Contributing to the Linux Kernel - Diff and Patch

Joe Pranevich - First published by Linux Journal Magazine, Issue #74 (Jun 2000)

Everyone who knows about Linux also knows about the ways Linux is ``different'' from other, more commercial operating systems. Because the Linux kernel is open source, it is possible for each and every user to become a contributor. Certainly, nearly everyone reading this knows so; it's sort of like preaching to the choir. However, the fact is that most Linux users, even those skilled in the programming arts, have never contributed to the code of the Linux kernel, even though most of us have had days where we thought to ourselves, ``gee, I wish Linux could do this...'' Through this article and others, I hope to convince some of you to take a look at the Linux kernel in a new, more proactive light.

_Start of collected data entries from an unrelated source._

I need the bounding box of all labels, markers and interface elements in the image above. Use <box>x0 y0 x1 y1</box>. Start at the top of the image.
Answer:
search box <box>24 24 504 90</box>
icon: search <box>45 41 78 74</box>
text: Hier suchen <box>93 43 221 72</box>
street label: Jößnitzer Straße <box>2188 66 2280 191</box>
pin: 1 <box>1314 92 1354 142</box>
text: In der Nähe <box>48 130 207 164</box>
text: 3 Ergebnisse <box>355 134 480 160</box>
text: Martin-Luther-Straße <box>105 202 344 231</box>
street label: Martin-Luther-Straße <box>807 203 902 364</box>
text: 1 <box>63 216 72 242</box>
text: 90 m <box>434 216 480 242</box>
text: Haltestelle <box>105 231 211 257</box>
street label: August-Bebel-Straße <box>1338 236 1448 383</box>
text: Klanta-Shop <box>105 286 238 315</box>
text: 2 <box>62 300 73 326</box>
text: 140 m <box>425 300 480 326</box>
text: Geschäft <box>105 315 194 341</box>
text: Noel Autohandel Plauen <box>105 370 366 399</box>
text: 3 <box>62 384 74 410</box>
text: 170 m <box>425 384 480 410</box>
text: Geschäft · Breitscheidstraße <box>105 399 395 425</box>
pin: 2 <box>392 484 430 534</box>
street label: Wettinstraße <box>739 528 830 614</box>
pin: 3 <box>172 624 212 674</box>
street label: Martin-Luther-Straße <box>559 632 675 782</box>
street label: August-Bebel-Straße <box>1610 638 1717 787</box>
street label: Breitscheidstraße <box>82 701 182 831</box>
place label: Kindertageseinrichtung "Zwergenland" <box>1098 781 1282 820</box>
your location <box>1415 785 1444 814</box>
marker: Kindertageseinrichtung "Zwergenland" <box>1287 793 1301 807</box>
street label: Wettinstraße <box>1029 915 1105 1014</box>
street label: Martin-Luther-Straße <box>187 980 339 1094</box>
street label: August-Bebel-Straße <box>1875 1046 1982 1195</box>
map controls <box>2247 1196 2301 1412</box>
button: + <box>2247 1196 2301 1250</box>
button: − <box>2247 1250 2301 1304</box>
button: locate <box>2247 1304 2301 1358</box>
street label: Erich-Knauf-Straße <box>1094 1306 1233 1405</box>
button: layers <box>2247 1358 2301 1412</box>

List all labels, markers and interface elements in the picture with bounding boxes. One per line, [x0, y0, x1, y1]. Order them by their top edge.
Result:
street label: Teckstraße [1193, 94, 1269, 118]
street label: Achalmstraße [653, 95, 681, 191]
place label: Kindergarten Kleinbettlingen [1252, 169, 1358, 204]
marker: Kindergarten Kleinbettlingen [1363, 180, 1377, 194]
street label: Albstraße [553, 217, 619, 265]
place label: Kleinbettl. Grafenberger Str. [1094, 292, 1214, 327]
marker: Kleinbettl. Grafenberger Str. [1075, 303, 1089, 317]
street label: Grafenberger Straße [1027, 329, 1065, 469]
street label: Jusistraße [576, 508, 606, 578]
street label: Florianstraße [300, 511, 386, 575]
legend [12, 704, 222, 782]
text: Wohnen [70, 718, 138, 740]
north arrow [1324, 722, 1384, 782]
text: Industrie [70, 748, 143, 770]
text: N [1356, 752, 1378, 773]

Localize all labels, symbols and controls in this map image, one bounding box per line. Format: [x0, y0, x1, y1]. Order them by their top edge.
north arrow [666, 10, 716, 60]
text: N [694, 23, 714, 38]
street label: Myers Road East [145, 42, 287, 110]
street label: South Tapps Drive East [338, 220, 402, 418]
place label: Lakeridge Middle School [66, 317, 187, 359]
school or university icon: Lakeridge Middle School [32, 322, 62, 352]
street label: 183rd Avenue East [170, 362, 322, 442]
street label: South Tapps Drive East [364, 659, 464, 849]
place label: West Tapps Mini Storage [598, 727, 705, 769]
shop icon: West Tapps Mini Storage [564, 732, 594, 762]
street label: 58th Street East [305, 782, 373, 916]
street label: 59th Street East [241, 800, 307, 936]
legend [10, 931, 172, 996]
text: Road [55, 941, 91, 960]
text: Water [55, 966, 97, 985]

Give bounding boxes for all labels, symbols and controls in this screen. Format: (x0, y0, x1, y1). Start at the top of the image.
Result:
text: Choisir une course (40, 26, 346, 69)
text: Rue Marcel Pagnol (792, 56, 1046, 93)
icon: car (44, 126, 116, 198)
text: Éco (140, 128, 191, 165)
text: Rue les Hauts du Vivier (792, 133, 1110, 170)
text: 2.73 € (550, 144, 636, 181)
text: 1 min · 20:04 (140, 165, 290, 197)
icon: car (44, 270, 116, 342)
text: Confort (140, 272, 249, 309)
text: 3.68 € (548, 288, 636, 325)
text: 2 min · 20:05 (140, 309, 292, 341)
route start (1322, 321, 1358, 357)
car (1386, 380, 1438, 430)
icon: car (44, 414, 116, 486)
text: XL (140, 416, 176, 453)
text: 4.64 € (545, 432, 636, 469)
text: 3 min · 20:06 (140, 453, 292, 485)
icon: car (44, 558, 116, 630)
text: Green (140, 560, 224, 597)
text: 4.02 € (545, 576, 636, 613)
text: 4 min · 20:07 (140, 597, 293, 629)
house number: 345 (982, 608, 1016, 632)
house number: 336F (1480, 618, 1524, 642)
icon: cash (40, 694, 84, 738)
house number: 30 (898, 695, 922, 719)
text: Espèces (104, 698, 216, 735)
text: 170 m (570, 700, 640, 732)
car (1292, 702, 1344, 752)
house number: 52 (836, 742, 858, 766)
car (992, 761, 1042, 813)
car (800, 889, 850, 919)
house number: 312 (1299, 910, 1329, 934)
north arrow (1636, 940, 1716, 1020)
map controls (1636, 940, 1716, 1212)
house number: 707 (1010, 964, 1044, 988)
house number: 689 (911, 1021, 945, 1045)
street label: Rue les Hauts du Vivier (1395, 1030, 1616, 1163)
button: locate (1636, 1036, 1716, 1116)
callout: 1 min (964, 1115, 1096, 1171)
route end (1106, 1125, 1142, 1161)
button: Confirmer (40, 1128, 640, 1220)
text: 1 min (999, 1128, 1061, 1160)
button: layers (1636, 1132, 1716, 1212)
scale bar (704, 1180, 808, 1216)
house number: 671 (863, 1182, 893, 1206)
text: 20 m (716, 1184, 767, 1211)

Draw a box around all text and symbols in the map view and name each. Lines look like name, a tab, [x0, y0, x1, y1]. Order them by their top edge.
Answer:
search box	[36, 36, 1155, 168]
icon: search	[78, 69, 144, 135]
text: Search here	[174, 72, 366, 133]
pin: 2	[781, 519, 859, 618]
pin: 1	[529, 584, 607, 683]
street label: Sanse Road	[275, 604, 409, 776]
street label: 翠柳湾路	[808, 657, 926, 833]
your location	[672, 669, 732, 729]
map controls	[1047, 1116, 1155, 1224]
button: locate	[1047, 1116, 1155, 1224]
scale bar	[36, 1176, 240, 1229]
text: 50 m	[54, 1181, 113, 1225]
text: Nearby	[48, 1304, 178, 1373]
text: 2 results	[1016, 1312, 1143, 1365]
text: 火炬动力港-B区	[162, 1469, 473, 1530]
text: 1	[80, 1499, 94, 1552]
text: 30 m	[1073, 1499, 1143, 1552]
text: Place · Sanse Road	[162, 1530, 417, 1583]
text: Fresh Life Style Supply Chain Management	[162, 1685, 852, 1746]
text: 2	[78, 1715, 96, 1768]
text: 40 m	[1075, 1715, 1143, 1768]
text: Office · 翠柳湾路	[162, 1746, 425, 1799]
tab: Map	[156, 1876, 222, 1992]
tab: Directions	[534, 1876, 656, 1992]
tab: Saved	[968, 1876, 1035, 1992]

What are some valid reasons for not contributing to the kernel efforts? First, maybe you can't legally. Many programmers sign contracts that limit their ability to code outside of work, even on non-commercial projects. This is the main reason I chose a profession that has relatively little to do with programming, other than the occasional Perl script. Second, it is possible you don't know how. Many Linux users are relatively new programmers trained in traditional computer science. I know from my own CS education that many schools tend to teach ``modern'' programming skills--I was one of the few in my particular school who chose (or knew how) to program without an IDE (integrated development environment). Sad, but true. Third, many professional programmers now tend to work with revision control systems in the workplace, and may be hesitant to contribute to projects (such as the kernel development effort) which still use the ``bare metal'' approach. Last and most likely, many programmers with the skills to hack Linux don't have the time to do so. These are all valid reasons why perfectly qualified programmers with good ideas, a fresh outlook and a desire to contribute have chosen not to. Nothing I can say can help them get past some of those issues, but I hope I can make kernel programming more accessible to at least a small percentage of people.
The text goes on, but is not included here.